> [The task]:
Write out the entire listing below exactly as it appears, minus any pictures.

> [Source data]:
-=-=-

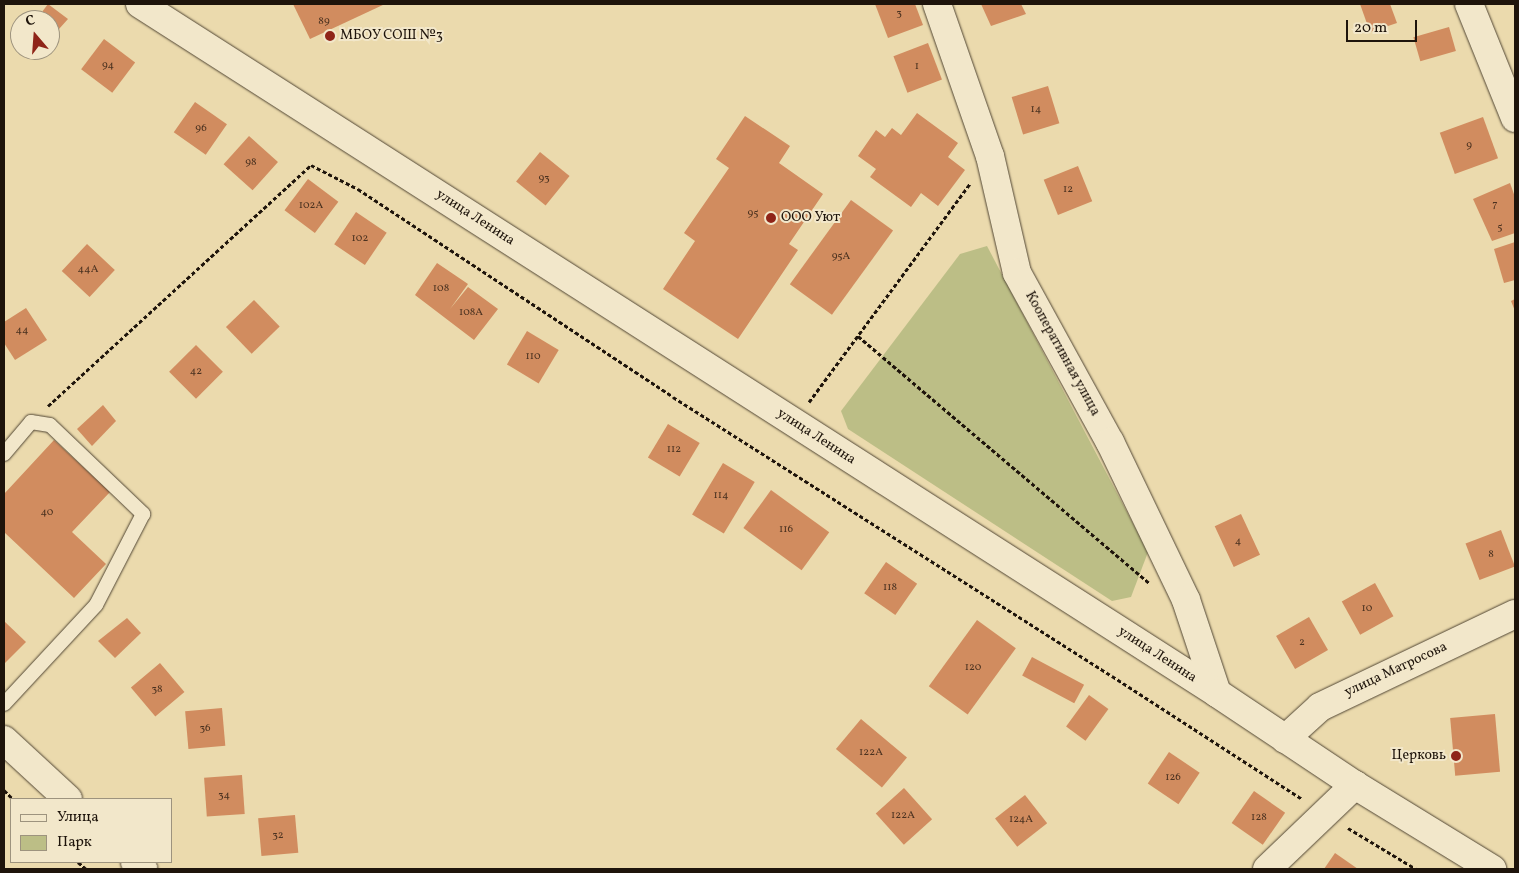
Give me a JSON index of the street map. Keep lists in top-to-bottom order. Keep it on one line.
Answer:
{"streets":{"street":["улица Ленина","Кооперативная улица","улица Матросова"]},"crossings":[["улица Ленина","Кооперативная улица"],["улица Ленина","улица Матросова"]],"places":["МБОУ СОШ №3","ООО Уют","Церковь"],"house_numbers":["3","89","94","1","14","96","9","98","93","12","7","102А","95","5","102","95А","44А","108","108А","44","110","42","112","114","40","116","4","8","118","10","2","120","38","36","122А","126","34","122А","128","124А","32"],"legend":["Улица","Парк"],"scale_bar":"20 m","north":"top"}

-=-=-

> [Reply to the exercise]:
Give me a JSON index of the street map. Keep lists in top-to-bottom order. Keep it on one line.
Answer:
{"streets":{"street":["улица Ленина","Кооперативная улица","улица Матросова"]},"crossings":[["улица Ленина","Кооперативная улица"],["улица Ленина","улица Матросова"]],"places":["МБОУ СОШ №3","ООО Уют","Церковь"],"house_numbers":["3","89","94","1","14","96","9","98","93","12","7","102А","95","5","102","95А","44А","108","108А","44","110","42","112","114","40","116","4","8","118","10","2","120","38","36","122А","126","34","122А","128","124А","32"],"legend":["Улица","Парк"],"scale_bar":"20 m","north":"top"}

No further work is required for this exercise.